As author, he wrote the story that inspired The Thing. As editor he wrote the rules for an entire genre. But Campbell also has connections to dianetics, the investigation of psychic phenomena and antigravity devices. An understanding of his life and career may help us make sense of the genre today. Joe Haldeman, Sheila Williams, James Bryant
I was fourteen when John W. Campbell, Jr. died. He wouldn’t have known me from a wall, and likely wouldn’t have given me the time of day had I asked him directly. But his influence on my life has lasted some 46 years…
I started reading ANALOG, as near as I can tell, with the September 1970 issue and, ironically, by reading Stanley Schmidt’s “Lost Newton”. I was thirteen and for the next couple of years, without knowing that I was reading the work of a man who would abruptly pass away in the near future, I read dozens of stories of the far future. I read the magazine for the next…well, nearly a half century and counting!
The hook was set, and I read ANALOG from then to the present. Because of Campbell’s unwitting introduction to the genre, I started sending stories to ANALOG when I was sixteen…and got rejections from the editors of ANALOG…until (note the “ironically” above? Here’s the irony:) in early 1996, I sold my first story to the editor of the magazine. His name was Stanley Schmidt. I was 39 and a middle school teacher. When my wife called and read me the brief note saying he accepted “Absolute Limits”, a Probability Zero-length story, I wept. I wrote three more PZs, a short story published in 2004, and in my immediate future, another short story that will not only be in the January/February 2017 issue, but will also have a two-page illustration! A first for me.

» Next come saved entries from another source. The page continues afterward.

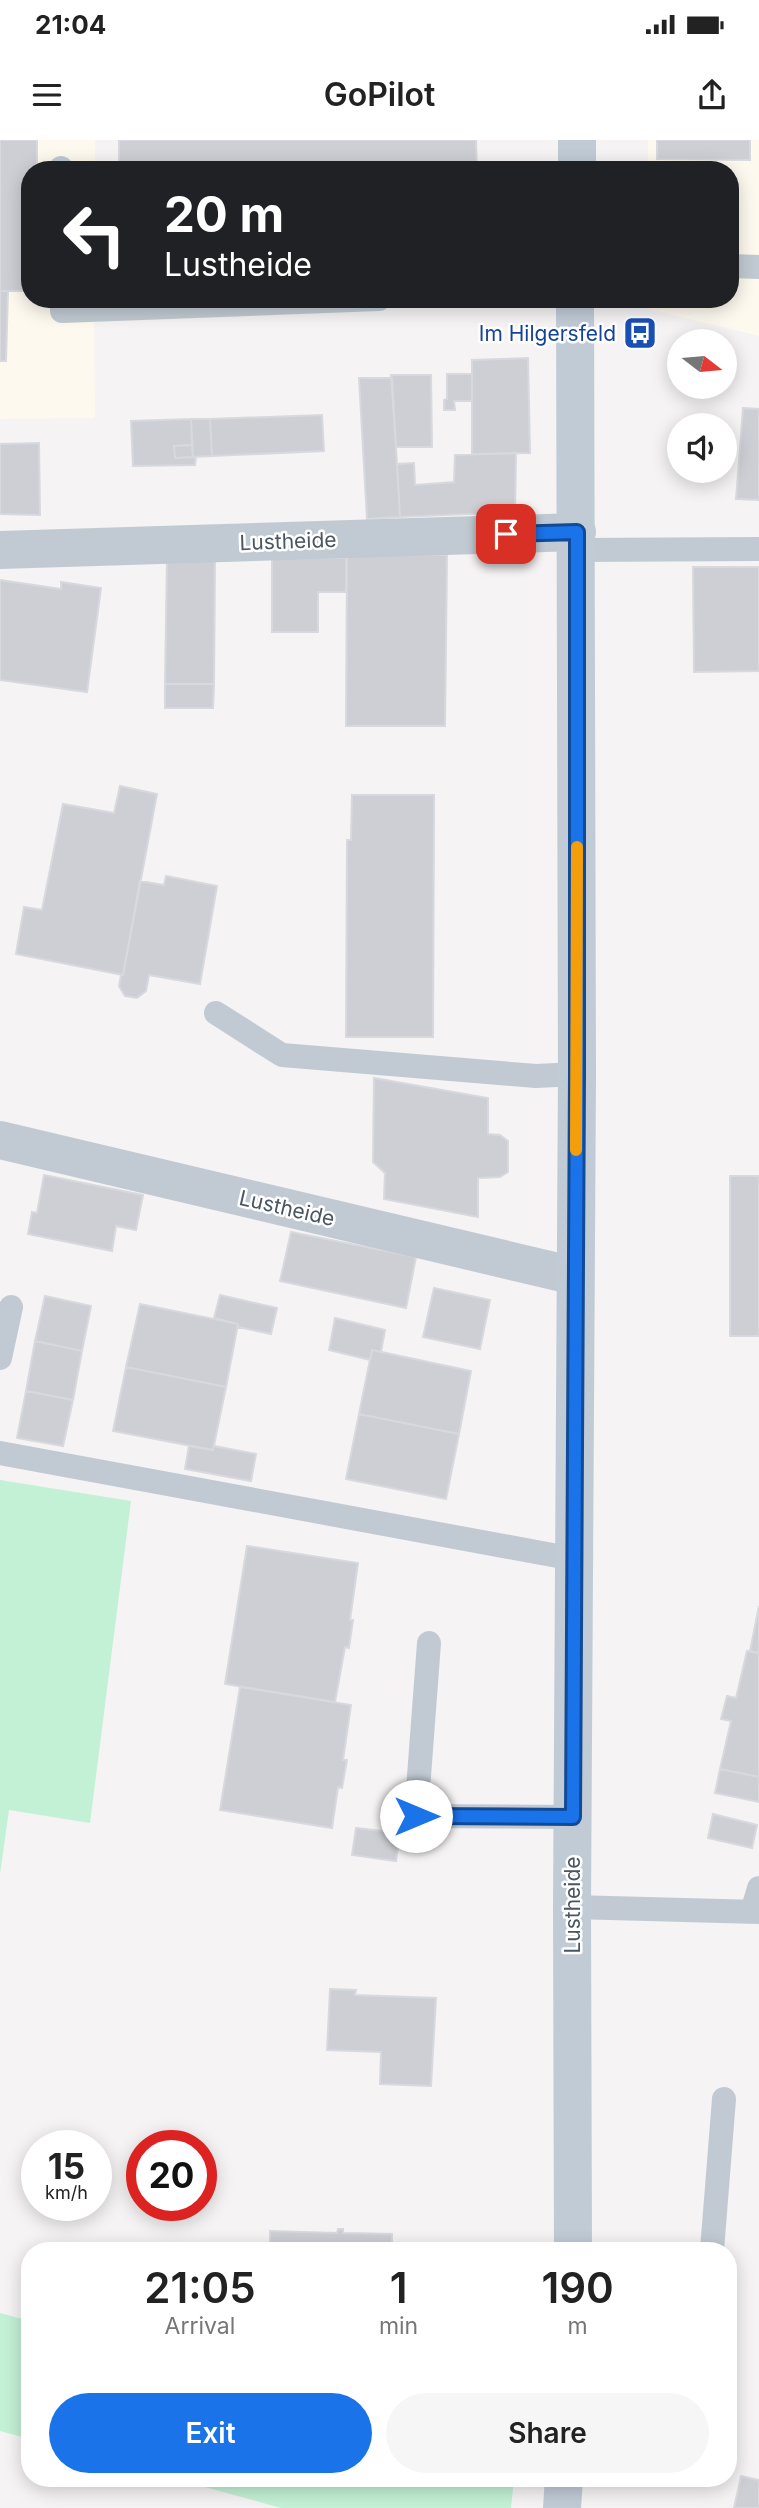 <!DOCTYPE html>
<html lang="en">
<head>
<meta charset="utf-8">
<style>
  body { margin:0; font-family:Inter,sans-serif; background:#f6f6f6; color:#222; height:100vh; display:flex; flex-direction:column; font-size:26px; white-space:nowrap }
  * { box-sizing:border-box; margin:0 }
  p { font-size:23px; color:#767676 }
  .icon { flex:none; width:38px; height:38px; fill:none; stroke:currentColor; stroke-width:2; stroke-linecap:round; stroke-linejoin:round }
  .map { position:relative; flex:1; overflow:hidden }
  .details { position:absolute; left:21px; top:2102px; width:716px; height:245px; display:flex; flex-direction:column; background:#fff; border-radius:28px; box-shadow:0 4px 18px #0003 }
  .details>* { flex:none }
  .top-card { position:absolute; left:21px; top:21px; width:718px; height:147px; border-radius:28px; box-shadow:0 4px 18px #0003; background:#202124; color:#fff; overflow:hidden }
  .needle { width:46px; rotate:106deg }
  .buttons { position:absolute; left:667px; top:189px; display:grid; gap:14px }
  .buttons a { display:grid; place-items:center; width:70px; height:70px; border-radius:50%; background:#fff; box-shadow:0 4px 18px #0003; font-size:35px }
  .speed { position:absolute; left:21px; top:1990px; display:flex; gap:14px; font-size:35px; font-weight:700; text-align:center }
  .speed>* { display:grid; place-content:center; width:91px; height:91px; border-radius:50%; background:#fff; box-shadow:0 4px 18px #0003; line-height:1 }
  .speed small { font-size:18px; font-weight:400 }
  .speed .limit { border:10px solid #d22; background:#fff; color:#111 }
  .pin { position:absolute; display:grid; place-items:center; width:60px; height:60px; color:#fff; margin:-30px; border-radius:14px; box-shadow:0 4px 10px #0006 }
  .me { position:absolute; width:77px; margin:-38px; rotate:90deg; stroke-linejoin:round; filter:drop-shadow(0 0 5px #0008) }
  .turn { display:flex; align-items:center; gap:24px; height:147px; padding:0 28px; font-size:32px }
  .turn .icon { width:91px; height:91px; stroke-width:2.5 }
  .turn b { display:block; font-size:49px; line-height:60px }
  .eta { display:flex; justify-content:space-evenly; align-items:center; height:119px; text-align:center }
  .eta b { font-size:42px; font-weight:600; line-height:49px }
  .cta { display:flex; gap:14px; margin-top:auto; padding:14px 28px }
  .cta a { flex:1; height:80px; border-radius:42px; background:#1a73e8; color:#fff; font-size:28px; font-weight:600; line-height:80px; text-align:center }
  .cta a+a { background:#f6f6f6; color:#222 }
  .status { display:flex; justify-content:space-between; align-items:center; height:49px; padding:0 35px; background:#fff; direction:ltr }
  .status svg { height:19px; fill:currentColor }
  header { display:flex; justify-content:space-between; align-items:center; height:91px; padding:0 28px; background:#fff; font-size:32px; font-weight:600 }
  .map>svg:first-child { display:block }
  .commercial { fill:#fdf9ef }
  .green { fill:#c3f1d5 }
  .building { fill:#cdcfd5; stroke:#d7d9de; stroke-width:2 }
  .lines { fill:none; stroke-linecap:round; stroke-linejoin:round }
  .lane { stroke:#c1cad2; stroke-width:24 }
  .street { stroke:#c1cad2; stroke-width:38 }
  .secondary { stroke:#c1cbd6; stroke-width:38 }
  .route-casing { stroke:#114b97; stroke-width:18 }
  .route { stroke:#1a73e8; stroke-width:12 }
  .slow { stroke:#f59e0b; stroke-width:12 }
  .labels { text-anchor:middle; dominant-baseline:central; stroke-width:5; stroke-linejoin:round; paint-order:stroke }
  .transit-label { font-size:21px; fill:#164399; stroke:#fff; text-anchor:end }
  .street-label { font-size:21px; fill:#4a5661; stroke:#fff }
</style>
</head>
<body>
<div class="status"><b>21:04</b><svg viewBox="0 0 49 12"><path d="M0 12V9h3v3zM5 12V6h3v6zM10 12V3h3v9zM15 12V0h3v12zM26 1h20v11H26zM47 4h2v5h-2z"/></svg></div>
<header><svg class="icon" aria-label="menu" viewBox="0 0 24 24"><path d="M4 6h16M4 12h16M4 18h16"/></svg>GoPilot<svg class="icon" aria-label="share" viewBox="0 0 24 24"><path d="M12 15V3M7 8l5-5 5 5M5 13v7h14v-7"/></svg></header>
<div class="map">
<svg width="759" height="2368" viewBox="0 0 759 2368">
  <rect width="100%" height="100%" fill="#f5f3f3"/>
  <path class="commercial" d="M0,0H95V30H30V159H94L95,278L0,279Z
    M648,0H759V196L648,169V159H730V30H648Z"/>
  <path class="green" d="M0,1340L131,1361L90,1683L9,1670L0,1734Z
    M0,2173L30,2181V2299L0,2291Z
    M172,2338H514L511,2368H281Z"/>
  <path class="building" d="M0,0H37V30H30V151H0Z
    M119,0H476L477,30H217V24L119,23Z
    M657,0H750V20L657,19Z
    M0,151H8L6,221H0Z
    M528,218L530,313L472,314V220Z
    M447,234H472V261H454L455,270H444V260L447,259Z
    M391,235H431L432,307H396Z
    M359,238H392L400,377L367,379Z
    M743,268L759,269V360L736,359Z
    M322,275L324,311L212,316L210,279Z
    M191,279H210L212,316L193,317Z
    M191,279L192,305L174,306L175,318L196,317L195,325L133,326L131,281Z
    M39,303L40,375L0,374V304Z
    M192,305L193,317L175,318L174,306Z
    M516,313L515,372L400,377L397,324L414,323L415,345L454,342L455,315Z
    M347,415H447L445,586H346Z
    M272,418H346V452H318V492H272Z
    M167,420L215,421L214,544H165Z
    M693,427H759V531L694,532Z
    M0,440L61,449V442L101,448L87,552L0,540Z
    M165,544H214L213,568H165Z
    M120,646L157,654L123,835L16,814L24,767L42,770L63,664L114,673Z
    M352,655H434L433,897H346L347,700H351Z
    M166,736L217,746L200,844L149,835L146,851L137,858L125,856L119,846L121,835H123L140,741L164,745Z
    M374,938L488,958V994L500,995L508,1001V1032L500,1037L478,1038V1077L384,1059L385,1033L373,1022Z
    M44,1035L143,1055L136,1090L116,1086L112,1111L28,1094L32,1072L37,1073Z
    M730,1036H759V1196H730Z
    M291,1092L416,1117L406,1168L280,1141Z
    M434,1148L490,1160L480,1209L423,1197Z
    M220,1155L277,1168L271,1194L238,1187V1184L214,1178Z
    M45,1156L91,1166L82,1211L35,1201Z
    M140,1164L238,1184L226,1247L126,1227Z
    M335,1178L385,1190L381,1212L372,1210L370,1220L329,1210Z
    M35,1201L82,1211L73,1260L26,1251Z
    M372,1210L471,1231L459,1294L359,1274Z
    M126,1227L226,1247L213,1310L113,1291Z
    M26,1251L73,1260L63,1306L17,1298Z
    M359,1274L459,1294L446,1359L346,1339Z
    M189,1306L213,1310L214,1306L256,1314L251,1341L185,1329Z
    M247,1406L358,1423L350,1480H353L349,1508L345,1507L335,1562L225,1544Z
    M759,1466V1513L750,1511Z
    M747,1511L759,1513V1637L720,1629L731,1581L721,1579L727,1556L736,1558Z
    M240,1547L351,1565L343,1620H347L342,1648L338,1647L332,1688L220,1670Z
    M720,1629L759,1637V1662L715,1653Z
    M713,1674L757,1685L752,1708L708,1698Z
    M356,1688L400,1693L396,1721L352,1715Z
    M330,1849L356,1850L355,1855L436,1858L431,1946L380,1944L381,1912L327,1910Z
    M338,2089H343V2093L392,2094V2110H270V2091L337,2093Z
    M741,2336L759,2340V2368H734Z"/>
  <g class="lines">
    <path class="lane" d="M61,28V30
      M730,126L759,127
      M62,159V171L379,159
      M576,410L759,409
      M216,873L282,915L536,936L577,934
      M0,1218L11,1167
      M0,1313L574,1419
      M429,1503L416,1676L573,1677
      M572,1767L759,1772
      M752,1772L759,1748
      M712,2110L724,1959"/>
    <path class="street" d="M0,410L577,392
      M0,1000L575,1136"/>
    <path class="secondary" d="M577,30V0
      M573,2110L572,1767L577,934L575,159
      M562,2368L564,2338"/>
  </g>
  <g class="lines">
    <defs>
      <path id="route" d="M416,1676L573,1677L577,934V392L506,394"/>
    </defs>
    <use href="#route" class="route-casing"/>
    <use href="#route" class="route"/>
    <path class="slow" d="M576,1010L577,707"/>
  </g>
  <defs>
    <symbol id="bus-square" viewBox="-11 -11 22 22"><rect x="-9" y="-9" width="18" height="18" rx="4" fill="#1a4fb4" stroke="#fff"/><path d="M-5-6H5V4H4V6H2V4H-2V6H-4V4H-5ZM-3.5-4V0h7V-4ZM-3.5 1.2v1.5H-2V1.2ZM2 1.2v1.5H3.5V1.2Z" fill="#fff"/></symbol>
  </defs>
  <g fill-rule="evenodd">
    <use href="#bus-square" x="621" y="174" width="38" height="38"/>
  </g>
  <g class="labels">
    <g class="transit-label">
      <text x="616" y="193">Im Hilgersfeld</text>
    </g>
    <g class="street-label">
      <text transform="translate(288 401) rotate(-2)">Lustheide</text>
      <text transform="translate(287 1068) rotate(13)">Lustheide</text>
      <text transform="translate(572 1765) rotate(-90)">Lustheide</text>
    </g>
  </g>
</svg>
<div class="buttons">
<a><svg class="needle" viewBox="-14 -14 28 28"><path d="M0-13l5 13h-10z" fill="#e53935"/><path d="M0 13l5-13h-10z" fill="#767676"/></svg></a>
<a><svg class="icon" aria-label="sound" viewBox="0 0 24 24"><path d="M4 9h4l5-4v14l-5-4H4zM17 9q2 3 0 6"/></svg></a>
</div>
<div class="speed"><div>15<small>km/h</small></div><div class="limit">20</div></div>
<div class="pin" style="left:506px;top:394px;background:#d93025"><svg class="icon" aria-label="arrive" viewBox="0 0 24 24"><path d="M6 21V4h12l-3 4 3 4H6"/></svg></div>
<svg class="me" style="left:416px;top:1676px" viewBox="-20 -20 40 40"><circle r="19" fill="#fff"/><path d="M0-13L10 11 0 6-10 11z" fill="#1a73e8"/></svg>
<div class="top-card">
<div class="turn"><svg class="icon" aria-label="left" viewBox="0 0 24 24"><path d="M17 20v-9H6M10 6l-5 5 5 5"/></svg><div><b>20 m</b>Lustheide</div></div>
</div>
<section class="details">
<div class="eta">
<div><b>21:05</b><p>Arrival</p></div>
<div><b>1</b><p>min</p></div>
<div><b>190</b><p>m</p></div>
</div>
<div class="cta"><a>Exit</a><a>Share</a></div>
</section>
</div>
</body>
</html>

I am a part of the train of readers and eventually writers whom John W. Campbell, Jr. carried from the dawn of the space age.
I was born in May of 1957, a few months before Russian Sputnik started orbiting Earth; I read my first science fiction when I was in 6th grade (so 11 years old when I started, 12 when I was done in 1969); then Humanity landed on the Moon on July 21 that same year. A year later, I started to read ANALOG.
This would have been a great discussion. Campbell’s fascination with the non-science fiction aside – or perhaps because of – made him a huge figure in the science fiction world. He’s credited with “discovering” and nurturing men whose influence is still felt in the field: “Lester del Rey, A. E. van Vogt, Robert A. Heinlein, and Theodore Sturgeon…Campbell had a strong formative influence on Asimov and eventually became a friend.” While his increasingly exotic interests – psi, dianetics, and his views on the “place” of blacks in American society – alienated him from not only mainstream society but also much of the science fiction community in his last years, it is undeniable that he left a profound mark on the field.
From 1969 through 1971, I was oblivious to the politics in science fiction. Initially, ANALOG entered my life only through our public library. Because of his push, I still prefer hard science fiction to every other shade of the field; and while he had a powerful interest in fantasy, I read only novel-length in that genre, and ONLY at the direction of my daughter! I write almost exclusively SF, though I confess I dabble in fantasy now and then.
Ultimately, the mark John W. Campbell, Jr. left on me through the writers he worked with and the direction he sent ANALOG is both undeniable and upon startled reflection, most likely to be permanent.